Cara Pizza Napoletana,
ti scrivo e ti compatisco. Sei anche tu vittima inerme del coronavirus. E non perché ci sia stato il salto di specie dal pipistrello alla bufala. Anzi, tu vittima al quadrato perché sei caduta trafitta, nella tua terra d’origine, dagli impietosi “lanciafiamme” di De Luca. Ma almeno sei stata in buona compagnia, direi gourmet, con pastiera e colomba. E’ stata una Pasqua e sarà una “Liberazione” a basso contenuto di colesterolo. Eppure a Napoli l’onda d’urto della peste biologica è stata contenuta, ad oggi solo un paio di contagi. Anche grazie al ritrovato senso di disciplina dei napoletani con lo spauracchio di multe più salate del casatiello, altra grande rinuncia di pancia. Ieri, finalmente una piccola concessione, il 27 aprile finisce l’embargo della pizza da asporto.

Pizza mia, proprio oggi ti ho confrontato con una sbiadita pizzetta milanese. Per dirla con Eduardo De Filippo, era una focaccia con pomodorini e spruzzata d’origano. Visto le restrizioni, a me è sembrata buonissima. Pensa alle 7.30 ero già davanti al fornaretto per evitare la fila. Fanno entrare una persona alla volta, tutti abbardati come se si andasse sulla luna. Andavo semplicemente a comprare il pane, una volta alla settimana. Roselina Salemi, donna del sud trapiantata a Milano, si è attrezzata per farsi il pane a casa. Beata lei.

Fontana non ci ha provato neanche a chiudere le panetterie. E mentre Zaia ha portato il Veneto fuori dall’emergenza Fontana e Gallera, assessore alla Sanità, impastano decreti confusi. Pizzerie serrate al pubblico, come è giusto che sia, ma, perché tu, Pizza Verace che sei pure diventata Patrimonio dell’Umanità, hai pagato il conto di chi non riusciva a fare scendere la curva. Invano le richieste di Gino Sorbillo e di Fresco di fare i porta vivande a domicilio. Pensa che Fresco nelle sede milanese consegna a casa la pizza calda e fumante e a Napoli no. Sarebbe solo un modesto rimborso dello stratosferico mancato guadagno per il lockdown.

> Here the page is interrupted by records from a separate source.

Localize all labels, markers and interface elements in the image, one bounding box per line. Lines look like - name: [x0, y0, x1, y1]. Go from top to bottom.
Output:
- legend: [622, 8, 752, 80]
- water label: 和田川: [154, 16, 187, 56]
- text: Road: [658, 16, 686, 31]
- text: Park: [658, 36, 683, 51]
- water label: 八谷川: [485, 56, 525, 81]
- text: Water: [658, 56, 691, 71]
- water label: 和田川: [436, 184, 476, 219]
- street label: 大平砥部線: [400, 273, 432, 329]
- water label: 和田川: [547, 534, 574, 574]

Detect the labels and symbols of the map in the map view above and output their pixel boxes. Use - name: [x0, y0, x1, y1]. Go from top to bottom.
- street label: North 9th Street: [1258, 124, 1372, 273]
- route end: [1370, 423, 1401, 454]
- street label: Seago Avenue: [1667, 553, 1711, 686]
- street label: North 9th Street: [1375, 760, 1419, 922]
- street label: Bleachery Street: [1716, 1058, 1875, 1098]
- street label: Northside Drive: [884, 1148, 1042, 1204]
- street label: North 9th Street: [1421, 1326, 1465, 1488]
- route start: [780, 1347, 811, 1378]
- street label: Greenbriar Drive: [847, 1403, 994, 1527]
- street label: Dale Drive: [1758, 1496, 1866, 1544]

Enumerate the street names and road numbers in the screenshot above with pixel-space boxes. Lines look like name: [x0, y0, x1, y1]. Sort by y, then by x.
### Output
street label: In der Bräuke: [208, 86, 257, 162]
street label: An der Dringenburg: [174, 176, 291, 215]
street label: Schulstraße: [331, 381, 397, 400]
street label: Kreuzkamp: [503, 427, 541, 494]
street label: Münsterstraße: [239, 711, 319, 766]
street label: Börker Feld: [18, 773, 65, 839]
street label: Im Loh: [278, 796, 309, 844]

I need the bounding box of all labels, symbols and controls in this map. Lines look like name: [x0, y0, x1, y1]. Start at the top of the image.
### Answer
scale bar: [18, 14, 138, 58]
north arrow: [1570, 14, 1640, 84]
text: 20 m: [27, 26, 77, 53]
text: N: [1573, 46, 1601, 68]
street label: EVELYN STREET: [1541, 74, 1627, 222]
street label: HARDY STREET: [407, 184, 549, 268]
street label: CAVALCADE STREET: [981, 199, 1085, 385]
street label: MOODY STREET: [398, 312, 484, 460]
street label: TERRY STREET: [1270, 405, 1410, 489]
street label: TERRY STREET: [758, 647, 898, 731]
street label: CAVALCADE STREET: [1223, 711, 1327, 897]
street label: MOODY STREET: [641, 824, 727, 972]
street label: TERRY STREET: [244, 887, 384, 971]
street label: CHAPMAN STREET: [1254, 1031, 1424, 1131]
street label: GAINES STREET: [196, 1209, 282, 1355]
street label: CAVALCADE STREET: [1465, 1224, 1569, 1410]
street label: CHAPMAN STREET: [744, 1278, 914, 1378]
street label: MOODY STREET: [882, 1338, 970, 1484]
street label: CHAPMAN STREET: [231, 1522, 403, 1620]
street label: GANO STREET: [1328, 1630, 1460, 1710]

“Facciamo chiarezza. Sono irascibile alle fesserie – ieri De Luca a Porta Porta – Pieno rispetto delle filiere alimentari”. Ma chi si aspettava un duello con Fontana dopo l’outing: se apre la Lombardia, chiudo la Campania, è rimasto deluso. Tra i due governatori sembrava scoppiata la pace.
Lo sanno anche pizza e pizzaiuoli che le regioni non vanno trattate tutte allo stesso modo e lo dico contro i miei interessi visto che sono “blindata” a Milano. Guglielmo Vuolo ha pizzeria 4A di Margellina serrata, ma quella di Verona fa delivery. “Lavoro, con il freno a mano tirato, ma almeno i miei dipendenti possono avere uno stipendio a fine mese”, a denti stretti Guglielmo. Povera pizza che tutto il mondo ci invidia, sei stata penalizziamo oltremisura.

Con tutto il rispetto dell’infanzia, costretta ai domiciliari prolungati, non credo che in sei/sette settimane si prevede una crescita esponenziale del pupo da dovergli rinnovare il guardarobino. In sincerità, bermuda e t-shirt non mi sembrano una primaria necessità. I portafogli vuoti di chi non lavora più nelle filiere della ristorazione, quelli sì che sono una necessità.
Lo stesso vale per parrucchieri a domicilio che potrebbero arrangiarsi con qualche appuntamento casalingo, sempre nel rispetto delle di sicurezza sanitaria. Erano quelle che una volta si chiamavano capere che tra un shampoo e una messa in piega raccoglievano le confidenze delle signore e le riciclavano nei successivi appuntamenti.

P.S. Stiamo imparando un po’ tutti strada facendo. Caro sceriffo De Luca, come pensi di comportarti con i napoletani che si sono messi in auto/isolamento a Milano, senza scappare al sud.
Quando ce lo farai rivedere?
Firmato: la tua pizza co ‘ a pummarola n ‘cop.